Top of Data
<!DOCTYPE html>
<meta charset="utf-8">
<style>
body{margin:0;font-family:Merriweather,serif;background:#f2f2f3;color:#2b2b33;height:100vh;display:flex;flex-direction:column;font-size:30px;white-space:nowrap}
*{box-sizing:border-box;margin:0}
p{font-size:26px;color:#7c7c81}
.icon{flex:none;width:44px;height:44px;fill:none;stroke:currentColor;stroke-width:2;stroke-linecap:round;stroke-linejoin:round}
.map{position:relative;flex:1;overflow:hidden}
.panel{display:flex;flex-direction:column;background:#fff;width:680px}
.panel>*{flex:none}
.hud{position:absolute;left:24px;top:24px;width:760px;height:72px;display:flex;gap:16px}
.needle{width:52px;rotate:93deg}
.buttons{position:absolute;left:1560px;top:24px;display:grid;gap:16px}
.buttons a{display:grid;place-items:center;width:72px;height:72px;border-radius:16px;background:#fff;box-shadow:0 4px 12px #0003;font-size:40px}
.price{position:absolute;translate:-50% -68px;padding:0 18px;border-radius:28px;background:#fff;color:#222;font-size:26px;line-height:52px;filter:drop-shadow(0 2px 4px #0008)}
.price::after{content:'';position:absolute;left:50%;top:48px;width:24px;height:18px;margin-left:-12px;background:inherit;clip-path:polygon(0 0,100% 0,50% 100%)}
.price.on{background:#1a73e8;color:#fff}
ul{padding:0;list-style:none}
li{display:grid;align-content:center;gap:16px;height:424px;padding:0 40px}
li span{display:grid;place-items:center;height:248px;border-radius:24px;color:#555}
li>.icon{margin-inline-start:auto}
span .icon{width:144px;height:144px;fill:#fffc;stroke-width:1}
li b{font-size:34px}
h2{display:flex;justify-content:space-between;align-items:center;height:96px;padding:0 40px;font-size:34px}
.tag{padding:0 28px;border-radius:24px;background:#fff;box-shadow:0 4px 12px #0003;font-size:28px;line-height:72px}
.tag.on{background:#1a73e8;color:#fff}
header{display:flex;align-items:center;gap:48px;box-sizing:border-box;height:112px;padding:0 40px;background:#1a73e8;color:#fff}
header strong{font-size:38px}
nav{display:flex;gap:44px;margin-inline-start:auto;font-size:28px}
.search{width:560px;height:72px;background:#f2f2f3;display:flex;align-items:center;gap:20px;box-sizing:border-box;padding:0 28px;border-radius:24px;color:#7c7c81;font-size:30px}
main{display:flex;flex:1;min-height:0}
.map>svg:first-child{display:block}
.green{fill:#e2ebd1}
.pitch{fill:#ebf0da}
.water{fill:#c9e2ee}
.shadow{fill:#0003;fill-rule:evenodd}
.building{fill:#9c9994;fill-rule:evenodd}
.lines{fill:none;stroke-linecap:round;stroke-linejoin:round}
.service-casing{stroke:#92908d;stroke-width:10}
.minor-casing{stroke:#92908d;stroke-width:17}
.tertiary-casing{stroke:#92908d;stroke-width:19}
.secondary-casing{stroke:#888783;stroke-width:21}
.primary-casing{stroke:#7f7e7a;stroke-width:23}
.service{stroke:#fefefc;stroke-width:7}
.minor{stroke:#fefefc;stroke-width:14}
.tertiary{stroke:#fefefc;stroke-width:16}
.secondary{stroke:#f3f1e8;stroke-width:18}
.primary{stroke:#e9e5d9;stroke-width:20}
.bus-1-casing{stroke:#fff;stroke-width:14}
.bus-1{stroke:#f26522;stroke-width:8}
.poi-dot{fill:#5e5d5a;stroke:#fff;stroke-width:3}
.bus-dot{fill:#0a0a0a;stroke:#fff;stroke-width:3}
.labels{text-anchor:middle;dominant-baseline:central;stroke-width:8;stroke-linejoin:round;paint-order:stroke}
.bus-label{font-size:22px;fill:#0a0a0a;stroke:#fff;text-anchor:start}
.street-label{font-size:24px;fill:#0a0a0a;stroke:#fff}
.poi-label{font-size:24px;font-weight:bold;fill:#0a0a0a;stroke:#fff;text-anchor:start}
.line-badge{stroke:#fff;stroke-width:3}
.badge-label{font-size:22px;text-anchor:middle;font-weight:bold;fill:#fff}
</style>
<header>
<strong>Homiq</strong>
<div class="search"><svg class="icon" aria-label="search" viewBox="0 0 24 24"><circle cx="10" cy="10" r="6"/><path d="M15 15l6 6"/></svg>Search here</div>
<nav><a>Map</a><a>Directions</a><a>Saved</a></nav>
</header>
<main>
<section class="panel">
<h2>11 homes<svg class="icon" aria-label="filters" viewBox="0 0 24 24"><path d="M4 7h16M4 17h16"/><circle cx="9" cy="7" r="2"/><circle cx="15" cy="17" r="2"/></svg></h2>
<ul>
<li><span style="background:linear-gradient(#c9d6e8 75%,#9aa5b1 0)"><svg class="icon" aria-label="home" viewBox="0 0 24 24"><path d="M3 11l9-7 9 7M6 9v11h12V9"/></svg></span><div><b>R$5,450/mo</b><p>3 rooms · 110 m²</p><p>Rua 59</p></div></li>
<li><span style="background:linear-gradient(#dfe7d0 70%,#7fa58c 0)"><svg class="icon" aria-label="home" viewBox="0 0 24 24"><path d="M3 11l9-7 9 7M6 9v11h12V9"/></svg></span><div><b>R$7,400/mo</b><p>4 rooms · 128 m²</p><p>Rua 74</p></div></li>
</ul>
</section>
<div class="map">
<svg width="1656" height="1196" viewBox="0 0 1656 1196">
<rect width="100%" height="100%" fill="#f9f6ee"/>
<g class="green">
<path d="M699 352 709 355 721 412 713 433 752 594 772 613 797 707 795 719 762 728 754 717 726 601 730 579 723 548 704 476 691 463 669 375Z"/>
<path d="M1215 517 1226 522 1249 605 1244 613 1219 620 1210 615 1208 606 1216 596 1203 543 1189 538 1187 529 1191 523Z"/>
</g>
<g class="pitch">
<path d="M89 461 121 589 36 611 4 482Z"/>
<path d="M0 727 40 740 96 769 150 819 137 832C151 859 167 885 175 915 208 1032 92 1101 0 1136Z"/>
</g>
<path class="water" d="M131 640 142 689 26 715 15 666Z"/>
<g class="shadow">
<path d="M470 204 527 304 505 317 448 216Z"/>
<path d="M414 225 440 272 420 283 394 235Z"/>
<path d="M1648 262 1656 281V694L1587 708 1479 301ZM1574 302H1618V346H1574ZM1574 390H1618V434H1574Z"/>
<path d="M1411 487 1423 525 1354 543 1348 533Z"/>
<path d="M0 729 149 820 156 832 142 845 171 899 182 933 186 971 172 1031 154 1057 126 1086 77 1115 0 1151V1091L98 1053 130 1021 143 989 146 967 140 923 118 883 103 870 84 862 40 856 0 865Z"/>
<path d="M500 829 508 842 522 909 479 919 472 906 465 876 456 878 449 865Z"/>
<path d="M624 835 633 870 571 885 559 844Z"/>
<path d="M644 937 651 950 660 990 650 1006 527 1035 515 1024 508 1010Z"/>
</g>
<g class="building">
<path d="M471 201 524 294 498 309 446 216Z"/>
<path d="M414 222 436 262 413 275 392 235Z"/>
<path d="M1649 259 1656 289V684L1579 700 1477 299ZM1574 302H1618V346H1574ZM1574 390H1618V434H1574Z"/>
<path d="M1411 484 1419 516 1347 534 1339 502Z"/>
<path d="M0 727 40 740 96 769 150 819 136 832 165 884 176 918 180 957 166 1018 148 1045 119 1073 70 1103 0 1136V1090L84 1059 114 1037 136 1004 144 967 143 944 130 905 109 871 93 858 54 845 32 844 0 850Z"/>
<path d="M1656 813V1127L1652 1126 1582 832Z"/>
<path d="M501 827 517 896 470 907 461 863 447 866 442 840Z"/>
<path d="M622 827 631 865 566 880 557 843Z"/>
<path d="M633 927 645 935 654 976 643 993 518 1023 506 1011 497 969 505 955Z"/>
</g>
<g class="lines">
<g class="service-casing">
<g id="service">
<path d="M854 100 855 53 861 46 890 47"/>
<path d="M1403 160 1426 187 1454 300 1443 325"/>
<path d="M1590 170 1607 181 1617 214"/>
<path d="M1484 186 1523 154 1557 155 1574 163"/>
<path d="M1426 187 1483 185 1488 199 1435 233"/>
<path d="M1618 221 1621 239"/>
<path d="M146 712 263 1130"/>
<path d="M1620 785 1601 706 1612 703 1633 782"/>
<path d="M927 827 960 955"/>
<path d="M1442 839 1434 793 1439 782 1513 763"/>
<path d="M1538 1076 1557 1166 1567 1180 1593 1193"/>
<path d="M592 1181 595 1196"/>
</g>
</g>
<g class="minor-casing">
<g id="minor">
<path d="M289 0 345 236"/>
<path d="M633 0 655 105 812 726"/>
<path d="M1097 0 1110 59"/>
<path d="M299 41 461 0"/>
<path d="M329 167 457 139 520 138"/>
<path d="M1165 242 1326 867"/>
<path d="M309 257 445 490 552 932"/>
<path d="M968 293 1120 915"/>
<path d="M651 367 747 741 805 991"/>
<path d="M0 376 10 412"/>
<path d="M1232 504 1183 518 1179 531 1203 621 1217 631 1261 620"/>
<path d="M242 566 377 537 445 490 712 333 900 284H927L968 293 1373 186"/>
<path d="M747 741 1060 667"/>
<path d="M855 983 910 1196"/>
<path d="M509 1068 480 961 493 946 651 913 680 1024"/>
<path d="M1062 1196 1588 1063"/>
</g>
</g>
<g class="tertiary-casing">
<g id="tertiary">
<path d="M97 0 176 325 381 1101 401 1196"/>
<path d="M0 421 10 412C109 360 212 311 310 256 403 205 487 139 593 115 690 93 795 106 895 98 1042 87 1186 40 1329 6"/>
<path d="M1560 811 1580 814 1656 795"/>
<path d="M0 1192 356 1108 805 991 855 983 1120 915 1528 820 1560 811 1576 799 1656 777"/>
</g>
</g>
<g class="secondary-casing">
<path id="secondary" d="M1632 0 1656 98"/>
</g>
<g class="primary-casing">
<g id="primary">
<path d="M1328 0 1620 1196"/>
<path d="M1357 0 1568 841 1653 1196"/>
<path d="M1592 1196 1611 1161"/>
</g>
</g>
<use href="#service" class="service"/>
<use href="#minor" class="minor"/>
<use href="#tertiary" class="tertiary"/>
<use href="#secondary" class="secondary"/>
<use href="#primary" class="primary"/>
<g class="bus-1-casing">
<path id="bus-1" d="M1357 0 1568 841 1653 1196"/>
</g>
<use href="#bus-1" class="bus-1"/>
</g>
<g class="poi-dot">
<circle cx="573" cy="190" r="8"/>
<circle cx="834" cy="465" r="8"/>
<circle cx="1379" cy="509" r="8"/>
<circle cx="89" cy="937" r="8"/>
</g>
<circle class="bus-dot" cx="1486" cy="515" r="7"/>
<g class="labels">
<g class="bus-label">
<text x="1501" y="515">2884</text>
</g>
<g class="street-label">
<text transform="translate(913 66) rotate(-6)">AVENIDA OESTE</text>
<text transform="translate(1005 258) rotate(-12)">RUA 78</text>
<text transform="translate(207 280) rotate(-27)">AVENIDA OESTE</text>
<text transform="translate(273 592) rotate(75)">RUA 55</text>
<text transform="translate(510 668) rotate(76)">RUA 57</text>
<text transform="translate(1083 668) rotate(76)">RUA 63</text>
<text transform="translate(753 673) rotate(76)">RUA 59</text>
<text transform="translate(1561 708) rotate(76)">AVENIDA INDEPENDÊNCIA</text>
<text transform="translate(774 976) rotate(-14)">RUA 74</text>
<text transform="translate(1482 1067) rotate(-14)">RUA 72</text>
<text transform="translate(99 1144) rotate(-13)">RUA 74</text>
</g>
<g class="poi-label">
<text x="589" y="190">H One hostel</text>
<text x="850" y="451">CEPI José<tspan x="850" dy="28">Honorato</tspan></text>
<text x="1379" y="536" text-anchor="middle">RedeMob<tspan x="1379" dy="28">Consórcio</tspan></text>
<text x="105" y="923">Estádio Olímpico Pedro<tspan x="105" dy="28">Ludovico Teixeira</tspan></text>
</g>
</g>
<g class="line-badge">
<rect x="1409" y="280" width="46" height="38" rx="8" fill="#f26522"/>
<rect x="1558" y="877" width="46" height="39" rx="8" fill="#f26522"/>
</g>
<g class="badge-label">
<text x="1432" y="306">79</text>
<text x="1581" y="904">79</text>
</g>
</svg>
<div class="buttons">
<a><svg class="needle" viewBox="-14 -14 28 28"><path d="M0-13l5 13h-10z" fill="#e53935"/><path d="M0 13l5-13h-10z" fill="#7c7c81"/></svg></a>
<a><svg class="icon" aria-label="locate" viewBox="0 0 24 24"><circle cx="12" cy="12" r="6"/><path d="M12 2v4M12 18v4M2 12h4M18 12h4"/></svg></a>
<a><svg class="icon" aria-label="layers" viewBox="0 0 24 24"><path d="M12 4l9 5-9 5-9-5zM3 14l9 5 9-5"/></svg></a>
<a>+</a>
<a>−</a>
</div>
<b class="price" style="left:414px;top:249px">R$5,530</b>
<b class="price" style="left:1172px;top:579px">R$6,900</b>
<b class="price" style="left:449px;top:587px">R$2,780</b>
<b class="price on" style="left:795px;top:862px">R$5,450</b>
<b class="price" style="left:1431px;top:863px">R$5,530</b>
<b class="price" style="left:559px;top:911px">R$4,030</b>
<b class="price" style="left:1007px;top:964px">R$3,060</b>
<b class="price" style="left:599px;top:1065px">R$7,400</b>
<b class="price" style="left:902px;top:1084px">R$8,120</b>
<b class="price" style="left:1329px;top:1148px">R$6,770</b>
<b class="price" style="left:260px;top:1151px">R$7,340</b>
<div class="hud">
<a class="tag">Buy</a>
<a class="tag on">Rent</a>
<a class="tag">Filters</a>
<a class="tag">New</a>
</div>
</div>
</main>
Bottom of Data
## Work order:
Lines above containing "aria": how many? Reply with the number only.

## Result for this exercise:
6